## Brief:
Please reproduce each line of the data below exactly as shown.
>>>>>
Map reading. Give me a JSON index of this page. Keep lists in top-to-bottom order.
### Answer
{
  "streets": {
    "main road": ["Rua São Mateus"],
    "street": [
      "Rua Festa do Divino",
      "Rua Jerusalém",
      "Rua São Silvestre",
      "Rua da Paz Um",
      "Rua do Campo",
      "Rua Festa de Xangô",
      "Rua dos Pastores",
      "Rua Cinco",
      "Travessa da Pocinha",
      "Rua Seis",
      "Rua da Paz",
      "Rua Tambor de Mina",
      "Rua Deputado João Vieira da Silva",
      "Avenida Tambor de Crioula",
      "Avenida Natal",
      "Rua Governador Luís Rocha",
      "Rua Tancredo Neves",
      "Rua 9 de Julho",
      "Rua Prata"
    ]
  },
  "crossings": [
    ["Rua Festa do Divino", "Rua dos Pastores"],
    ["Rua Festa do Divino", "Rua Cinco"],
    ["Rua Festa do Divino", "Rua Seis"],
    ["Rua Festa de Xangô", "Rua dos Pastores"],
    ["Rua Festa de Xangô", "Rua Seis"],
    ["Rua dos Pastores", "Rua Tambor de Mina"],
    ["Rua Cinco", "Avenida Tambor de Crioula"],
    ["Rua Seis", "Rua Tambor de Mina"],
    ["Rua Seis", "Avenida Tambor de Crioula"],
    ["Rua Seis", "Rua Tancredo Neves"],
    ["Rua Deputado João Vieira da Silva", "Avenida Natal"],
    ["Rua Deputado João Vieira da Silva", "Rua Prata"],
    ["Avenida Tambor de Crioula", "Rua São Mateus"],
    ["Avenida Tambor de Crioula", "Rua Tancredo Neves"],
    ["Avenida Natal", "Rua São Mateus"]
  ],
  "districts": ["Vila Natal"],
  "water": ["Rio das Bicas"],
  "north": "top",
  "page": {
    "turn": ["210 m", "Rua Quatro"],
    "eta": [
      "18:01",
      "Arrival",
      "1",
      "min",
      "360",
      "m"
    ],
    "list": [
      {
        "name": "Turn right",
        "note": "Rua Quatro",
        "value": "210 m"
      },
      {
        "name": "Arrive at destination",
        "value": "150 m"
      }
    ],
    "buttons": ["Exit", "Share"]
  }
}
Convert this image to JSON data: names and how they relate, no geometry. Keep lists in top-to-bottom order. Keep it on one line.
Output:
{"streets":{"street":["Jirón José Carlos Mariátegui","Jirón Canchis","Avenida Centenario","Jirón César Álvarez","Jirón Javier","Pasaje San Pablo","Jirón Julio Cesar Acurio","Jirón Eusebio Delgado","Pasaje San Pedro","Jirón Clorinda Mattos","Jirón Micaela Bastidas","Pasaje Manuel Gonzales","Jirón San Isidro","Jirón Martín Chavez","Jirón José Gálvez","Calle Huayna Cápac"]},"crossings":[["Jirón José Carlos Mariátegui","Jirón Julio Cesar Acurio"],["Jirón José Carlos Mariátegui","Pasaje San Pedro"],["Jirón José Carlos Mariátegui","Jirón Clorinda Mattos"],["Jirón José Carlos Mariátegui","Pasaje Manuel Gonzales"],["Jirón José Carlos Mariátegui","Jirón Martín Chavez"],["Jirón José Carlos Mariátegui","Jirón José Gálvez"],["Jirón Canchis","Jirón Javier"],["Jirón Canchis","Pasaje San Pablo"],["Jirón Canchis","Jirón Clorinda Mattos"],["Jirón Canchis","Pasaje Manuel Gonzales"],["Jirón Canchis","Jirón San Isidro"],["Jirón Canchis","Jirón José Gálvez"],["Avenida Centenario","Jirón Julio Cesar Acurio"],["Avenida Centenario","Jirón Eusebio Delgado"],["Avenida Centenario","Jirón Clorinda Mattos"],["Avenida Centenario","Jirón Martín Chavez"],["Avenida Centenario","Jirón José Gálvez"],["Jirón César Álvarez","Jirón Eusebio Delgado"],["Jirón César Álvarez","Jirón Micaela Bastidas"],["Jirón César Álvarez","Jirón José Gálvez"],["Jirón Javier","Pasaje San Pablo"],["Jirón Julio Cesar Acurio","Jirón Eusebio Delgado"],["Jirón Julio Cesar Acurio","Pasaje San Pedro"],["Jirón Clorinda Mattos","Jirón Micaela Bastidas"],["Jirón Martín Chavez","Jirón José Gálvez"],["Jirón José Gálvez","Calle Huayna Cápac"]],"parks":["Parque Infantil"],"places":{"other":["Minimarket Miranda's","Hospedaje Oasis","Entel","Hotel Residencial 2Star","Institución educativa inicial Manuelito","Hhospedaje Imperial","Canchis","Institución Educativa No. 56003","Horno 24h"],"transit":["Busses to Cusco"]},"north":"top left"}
<<<<<
## Response area:
Map reading. Give me a JSON index of this page. Keep lists in top-to-bottom order.
### Answer
{
  "streets": {
    "main road": ["Rua São Mateus"],
    "street": [
      "Rua Festa do Divino",
      "Rua Jerusalém",
      "Rua São Silvestre",
      "Rua da Paz Um",
      "Rua do Campo",
      "Rua Festa de Xangô",
      "Rua dos Pastores",
      "Rua Cinco",
      "Travessa da Pocinha",
      "Rua Seis",
      "Rua da Paz",
      "Rua Tambor de Mina",
      "Rua Deputado João Vieira da Silva",
      "Avenida Tambor de Crioula",
      "Avenida Natal",
      "Rua Governador Luís Rocha",
      "Rua Tancredo Neves",
      "Rua 9 de Julho",
      "Rua Prata"
    ]
  },
  "crossings": [
    ["Rua Festa do Divino", "Rua dos Pastores"],
    ["Rua Festa do Divino", "Rua Cinco"],
    ["Rua Festa do Divino", "Rua Seis"],
    ["Rua Festa de Xangô", "Rua dos Pastores"],
    ["Rua Festa de Xangô", "Rua Seis"],
    ["Rua dos Pastores", "Rua Tambor de Mina"],
    ["Rua Cinco", "Avenida Tambor de Crioula"],
    ["Rua Seis", "Rua Tambor de Mina"],
    ["Rua Seis", "Avenida Tambor de Crioula"],
    ["Rua Seis", "Rua Tancredo Neves"],
    ["Rua Deputado João Vieira da Silva", "Avenida Natal"],
    ["Rua Deputado João Vieira da Silva", "Rua Prata"],
    ["Avenida Tambor de Crioula", "Rua São Mateus"],
    ["Avenida Tambor de Crioula", "Rua Tancredo Neves"],
    ["Avenida Natal", "Rua São Mateus"]
  ],
  "districts": ["Vila Natal"],
  "water": ["Rio das Bicas"],
  "north": "top",
  "page": {
    "turn": ["210 m", "Rua Quatro"],
    "eta": [
      "18:01",
      "Arrival",
      "1",
      "min",
      "360",
      "m"
    ],
    "list": [
      {
        "name": "Turn right",
        "note": "Rua Quatro",
        "value": "210 m"
      },
      {
        "name": "Arrive at destination",
        "value": "150 m"
      }
    ],
    "buttons": ["Exit", "Share"]
  }
}
Convert this image to JSON data: names and how they relate, no geometry. Keep lists in top-to-bottom order. Keep it on one line.
Output:
{"streets":{"street":["Jirón José Carlos Mariátegui","Jirón Canchis","Avenida Centenario","Jirón César Álvarez","Jirón Javier","Pasaje San Pablo","Jirón Julio Cesar Acurio","Jirón Eusebio Delgado","Pasaje San Pedro","Jirón Clorinda Mattos","Jirón Micaela Bastidas","Pasaje Manuel Gonzales","Jirón San Isidro","Jirón Martín Chavez","Jirón José Gálvez","Calle Huayna Cápac"]},"crossings":[["Jirón José Carlos Mariátegui","Jirón Julio Cesar Acurio"],["Jirón José Carlos Mariátegui","Pasaje San Pedro"],["Jirón José Carlos Mariátegui","Jirón Clorinda Mattos"],["Jirón José Carlos Mariátegui","Pasaje Manuel Gonzales"],["Jirón José Carlos Mariátegui","Jirón Martín Chavez"],["Jirón José Carlos Mariátegui","Jirón José Gálvez"],["Jirón Canchis","Jirón Javier"],["Jirón Canchis","Pasaje San Pablo"],["Jirón Canchis","Jirón Clorinda Mattos"],["Jirón Canchis","Pasaje Manuel Gonzales"],["Jirón Canchis","Jirón San Isidro"],["Jirón Canchis","Jirón José Gálvez"],["Avenida Centenario","Jirón Julio Cesar Acurio"],["Avenida Centenario","Jirón Eusebio Delgado"],["Avenida Centenario","Jirón Clorinda Mattos"],["Avenida Centenario","Jirón Martín Chavez"],["Avenida Centenario","Jirón José Gálvez"],["Jirón César Álvarez","Jirón Eusebio Delgado"],["Jirón César Álvarez","Jirón Micaela Bastidas"],["Jirón César Álvarez","Jirón José Gálvez"],["Jirón Javier","Pasaje San Pablo"],["Jirón Julio Cesar Acurio","Jirón Eusebio Delgado"],["Jirón Julio Cesar Acurio","Pasaje San Pedro"],["Jirón Clorinda Mattos","Jirón Micaela Bastidas"],["Jirón Martín Chavez","Jirón José Gálvez"],["Jirón José Gálvez","Calle Huayna Cápac"]],"parks":["Parque Infantil"],"places":{"other":["Minimarket Miranda's","Hospedaje Oasis","Entel","Hotel Residencial 2Star","Institución educativa inicial Manuelito","Hhospedaje Imperial","Canchis","Institución Educativa No. 56003","Horno 24h"],"transit":["Busses to Cusco"]},"north":"top left"}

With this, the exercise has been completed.